Di sini nasabah memilah sampah, menabung emas. Jadi, kami mengedukasi masyarakat bahwa memilah sampah dari rumah, lalu menabung di sini menjadi tabungan emas.
Menurut dia, bank sampah ini per bulan bisa menarik dan mengelola sampah dari barang-barang bekas berkisar dari 1 kuintal hingga 3 kuintal. Dulu saat dibentuk, anggota bank sampah hanya berasal dari RT sekitar, berjumlah 50 orang. Kini, jumlahnya mencapai 140 anggota aktif yang tersebar hingga ke sejumlah daerah di Banyumas. Salah satu kekhasan bank sampah ini adalah, karena bekerja sama dengan PT Pegadaian, sampah yang ditukarkan di tempat ini bisa menjadi tabungan emas.

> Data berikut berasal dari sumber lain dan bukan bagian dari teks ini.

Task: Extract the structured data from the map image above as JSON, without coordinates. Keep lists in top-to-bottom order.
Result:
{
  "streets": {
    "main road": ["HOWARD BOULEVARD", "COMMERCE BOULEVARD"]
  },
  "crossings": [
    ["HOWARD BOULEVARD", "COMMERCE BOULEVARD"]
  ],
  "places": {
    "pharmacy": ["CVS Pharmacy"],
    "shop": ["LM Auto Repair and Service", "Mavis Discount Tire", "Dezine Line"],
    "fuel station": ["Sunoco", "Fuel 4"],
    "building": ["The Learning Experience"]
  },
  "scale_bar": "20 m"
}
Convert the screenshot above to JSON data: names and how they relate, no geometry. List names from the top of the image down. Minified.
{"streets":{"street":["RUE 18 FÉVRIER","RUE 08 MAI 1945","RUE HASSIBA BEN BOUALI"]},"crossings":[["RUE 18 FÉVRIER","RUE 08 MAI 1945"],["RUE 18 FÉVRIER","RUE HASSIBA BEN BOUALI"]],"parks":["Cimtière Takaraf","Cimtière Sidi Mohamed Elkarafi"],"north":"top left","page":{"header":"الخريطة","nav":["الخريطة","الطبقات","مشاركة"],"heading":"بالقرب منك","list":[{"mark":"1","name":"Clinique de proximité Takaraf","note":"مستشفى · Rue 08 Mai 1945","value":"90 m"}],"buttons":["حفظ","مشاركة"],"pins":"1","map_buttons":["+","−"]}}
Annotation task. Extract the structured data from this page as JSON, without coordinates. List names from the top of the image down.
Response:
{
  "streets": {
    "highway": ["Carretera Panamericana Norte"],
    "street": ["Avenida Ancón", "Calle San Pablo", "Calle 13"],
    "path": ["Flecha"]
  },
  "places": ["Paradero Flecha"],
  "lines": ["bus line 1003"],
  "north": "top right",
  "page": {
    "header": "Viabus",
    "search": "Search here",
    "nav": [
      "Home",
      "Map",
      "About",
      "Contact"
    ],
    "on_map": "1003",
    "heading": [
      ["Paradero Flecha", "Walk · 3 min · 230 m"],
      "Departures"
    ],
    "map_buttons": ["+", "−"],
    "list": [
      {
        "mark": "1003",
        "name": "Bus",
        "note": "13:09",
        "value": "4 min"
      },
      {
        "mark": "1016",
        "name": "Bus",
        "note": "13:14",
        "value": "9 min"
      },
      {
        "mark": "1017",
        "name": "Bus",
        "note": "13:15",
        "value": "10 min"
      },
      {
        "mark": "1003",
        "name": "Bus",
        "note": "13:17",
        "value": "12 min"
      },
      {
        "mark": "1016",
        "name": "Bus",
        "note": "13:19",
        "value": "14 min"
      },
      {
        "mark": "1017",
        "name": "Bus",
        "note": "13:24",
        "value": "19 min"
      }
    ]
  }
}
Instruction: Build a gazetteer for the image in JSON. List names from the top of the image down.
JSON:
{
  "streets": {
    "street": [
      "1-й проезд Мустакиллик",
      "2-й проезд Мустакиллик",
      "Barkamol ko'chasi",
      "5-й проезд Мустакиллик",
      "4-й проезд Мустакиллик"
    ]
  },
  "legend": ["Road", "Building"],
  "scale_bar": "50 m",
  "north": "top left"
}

”Di sini nasabah memilah sampah, menabung emas. Jadi, kami mengedukasi masyarakat bahwa memilah sampah dari rumah, lalu menabung di sini menjadi tabungan emas,” ujarnya.
Suciatin mengisahkan, bank sampah ini lahir dari keprihatinan warga pada 2018 saat marak penyakit demam berdarah akibat lingkungan yang kotor sebagai sarang nyamuk. Atas keprihatinan itu, dirintislah Bank Sampah Srayan Makarya, yang berarti bekerja bersama-sama untuk mengatasi problematika kebersihan lingkungan.
Seiring berjalannya waktu, para anggota dan pengurus juga dibekali dengan aneka pelatihan tambahan untuk meningkatkan keterampilan serta menambah penghasilan dari hal-hal yang bersinggungan dengan lingkungan sekitar.
Gerak napas bank sampah ini juga selaras dengan upaya besar Kabupaten Banyumas yang terus mendorong warganya mengelola sampah dengan pendirian hanggar sampah atau tempat pengolahan sampah terpadu di setiap kecamatan.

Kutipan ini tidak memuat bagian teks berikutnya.